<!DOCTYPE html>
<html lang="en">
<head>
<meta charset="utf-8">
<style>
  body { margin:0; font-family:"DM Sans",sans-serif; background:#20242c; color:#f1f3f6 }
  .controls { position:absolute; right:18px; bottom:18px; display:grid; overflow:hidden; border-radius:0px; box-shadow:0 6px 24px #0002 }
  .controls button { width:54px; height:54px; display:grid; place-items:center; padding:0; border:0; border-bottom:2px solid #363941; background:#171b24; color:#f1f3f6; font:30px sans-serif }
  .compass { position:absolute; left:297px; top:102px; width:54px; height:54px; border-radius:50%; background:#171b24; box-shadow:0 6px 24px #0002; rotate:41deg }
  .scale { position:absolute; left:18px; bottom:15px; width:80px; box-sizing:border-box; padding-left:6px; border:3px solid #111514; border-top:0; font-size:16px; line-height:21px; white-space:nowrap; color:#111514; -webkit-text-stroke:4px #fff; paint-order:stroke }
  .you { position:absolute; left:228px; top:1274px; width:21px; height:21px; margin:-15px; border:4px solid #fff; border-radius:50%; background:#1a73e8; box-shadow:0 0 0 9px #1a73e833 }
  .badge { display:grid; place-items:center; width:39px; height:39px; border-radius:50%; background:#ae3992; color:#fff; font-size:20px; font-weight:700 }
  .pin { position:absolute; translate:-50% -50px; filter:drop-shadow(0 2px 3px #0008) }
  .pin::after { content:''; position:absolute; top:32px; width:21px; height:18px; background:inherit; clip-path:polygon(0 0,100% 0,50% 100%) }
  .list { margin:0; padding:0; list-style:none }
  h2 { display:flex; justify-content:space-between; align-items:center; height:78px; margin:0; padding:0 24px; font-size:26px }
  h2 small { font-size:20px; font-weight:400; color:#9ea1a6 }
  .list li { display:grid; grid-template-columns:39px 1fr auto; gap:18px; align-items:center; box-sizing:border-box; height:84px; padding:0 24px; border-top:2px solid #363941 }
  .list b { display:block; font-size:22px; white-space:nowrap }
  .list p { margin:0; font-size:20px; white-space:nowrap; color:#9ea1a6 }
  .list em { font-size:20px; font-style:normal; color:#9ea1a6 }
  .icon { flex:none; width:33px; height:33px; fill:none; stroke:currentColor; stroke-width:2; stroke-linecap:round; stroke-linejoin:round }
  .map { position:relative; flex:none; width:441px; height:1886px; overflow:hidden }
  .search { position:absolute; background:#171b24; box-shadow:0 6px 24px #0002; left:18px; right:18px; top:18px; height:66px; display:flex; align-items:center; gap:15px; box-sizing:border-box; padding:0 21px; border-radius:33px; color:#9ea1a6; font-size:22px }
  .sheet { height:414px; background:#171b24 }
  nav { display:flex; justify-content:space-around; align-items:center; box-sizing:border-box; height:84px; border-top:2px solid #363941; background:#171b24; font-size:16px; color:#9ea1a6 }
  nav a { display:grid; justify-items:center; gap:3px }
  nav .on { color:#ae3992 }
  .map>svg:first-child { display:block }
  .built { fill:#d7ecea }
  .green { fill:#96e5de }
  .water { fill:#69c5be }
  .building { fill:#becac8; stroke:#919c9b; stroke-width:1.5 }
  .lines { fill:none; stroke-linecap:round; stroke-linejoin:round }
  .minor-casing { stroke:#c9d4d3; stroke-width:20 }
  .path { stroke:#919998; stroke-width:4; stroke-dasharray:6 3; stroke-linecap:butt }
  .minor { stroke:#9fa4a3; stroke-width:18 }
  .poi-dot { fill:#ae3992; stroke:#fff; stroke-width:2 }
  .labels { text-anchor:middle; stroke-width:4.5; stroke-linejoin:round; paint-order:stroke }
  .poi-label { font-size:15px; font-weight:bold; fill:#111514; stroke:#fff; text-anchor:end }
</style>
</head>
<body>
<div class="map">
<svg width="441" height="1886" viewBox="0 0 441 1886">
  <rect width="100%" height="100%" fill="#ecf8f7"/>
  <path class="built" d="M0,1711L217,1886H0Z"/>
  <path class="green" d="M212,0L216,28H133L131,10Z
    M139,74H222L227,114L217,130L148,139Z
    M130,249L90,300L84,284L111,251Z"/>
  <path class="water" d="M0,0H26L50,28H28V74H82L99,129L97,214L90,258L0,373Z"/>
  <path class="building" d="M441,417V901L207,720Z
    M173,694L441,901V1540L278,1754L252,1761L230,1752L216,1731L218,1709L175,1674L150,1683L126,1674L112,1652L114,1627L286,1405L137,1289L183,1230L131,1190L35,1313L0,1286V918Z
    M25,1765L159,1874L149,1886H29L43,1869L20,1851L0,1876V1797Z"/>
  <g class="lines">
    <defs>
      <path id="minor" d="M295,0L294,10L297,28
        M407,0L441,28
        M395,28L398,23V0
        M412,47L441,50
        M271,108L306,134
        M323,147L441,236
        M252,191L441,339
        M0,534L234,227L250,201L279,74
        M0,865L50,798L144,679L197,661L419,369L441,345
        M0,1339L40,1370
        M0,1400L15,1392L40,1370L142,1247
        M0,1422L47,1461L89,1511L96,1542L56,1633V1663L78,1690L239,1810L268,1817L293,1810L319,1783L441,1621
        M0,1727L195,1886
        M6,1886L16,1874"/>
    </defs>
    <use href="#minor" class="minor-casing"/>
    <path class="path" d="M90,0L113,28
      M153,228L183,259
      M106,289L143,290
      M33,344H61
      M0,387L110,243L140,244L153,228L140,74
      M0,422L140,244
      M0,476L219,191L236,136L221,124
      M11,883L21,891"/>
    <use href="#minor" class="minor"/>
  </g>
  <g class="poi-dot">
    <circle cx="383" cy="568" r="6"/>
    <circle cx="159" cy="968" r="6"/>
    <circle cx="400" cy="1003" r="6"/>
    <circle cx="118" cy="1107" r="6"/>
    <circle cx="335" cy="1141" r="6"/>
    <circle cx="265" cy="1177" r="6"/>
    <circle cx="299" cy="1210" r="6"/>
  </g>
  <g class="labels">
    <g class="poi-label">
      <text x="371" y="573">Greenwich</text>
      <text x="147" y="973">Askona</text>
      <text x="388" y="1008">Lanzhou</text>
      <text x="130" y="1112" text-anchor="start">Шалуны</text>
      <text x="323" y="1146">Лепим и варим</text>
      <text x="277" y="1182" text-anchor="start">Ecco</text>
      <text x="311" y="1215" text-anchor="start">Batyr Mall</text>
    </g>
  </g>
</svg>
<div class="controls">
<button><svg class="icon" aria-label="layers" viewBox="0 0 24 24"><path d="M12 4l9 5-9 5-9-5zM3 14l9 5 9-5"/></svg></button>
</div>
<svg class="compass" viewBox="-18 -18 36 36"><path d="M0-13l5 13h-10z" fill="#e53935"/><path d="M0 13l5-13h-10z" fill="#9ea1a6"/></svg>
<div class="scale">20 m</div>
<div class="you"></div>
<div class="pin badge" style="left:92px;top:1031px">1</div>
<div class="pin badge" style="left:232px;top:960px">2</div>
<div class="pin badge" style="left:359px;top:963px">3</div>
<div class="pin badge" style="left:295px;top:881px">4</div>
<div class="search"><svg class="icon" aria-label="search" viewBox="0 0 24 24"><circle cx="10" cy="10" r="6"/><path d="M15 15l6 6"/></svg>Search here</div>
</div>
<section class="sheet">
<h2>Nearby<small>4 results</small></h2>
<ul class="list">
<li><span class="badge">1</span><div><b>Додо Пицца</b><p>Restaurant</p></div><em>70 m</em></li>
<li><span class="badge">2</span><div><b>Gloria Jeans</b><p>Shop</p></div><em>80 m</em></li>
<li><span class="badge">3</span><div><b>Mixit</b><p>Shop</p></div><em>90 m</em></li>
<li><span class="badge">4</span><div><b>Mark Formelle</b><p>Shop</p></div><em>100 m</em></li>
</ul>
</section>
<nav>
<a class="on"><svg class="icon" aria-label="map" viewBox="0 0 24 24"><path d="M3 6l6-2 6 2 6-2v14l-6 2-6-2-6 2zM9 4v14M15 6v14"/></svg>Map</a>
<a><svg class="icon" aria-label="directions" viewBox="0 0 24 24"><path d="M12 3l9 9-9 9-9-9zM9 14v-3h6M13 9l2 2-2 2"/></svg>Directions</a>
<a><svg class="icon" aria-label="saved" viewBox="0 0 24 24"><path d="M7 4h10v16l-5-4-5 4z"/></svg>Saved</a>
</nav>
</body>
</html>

- - -

TASK STATEMENT » Write down every line of the data above that includes the string "controls".

ANSWER BOX »
  .controls { position:absolute; right:18px; bottom:18px; display:grid; overflow:hidden; border-radius:0px; box-shadow:0 6px 24px #0002 }
  .controls button { width:54px; height:54px; display:grid; place-items:center; padding:0; border:0; border-bottom:2px solid #363941; background:#171b24; color:#f1f3f6; font:30px sans-serif }
<div class="controls">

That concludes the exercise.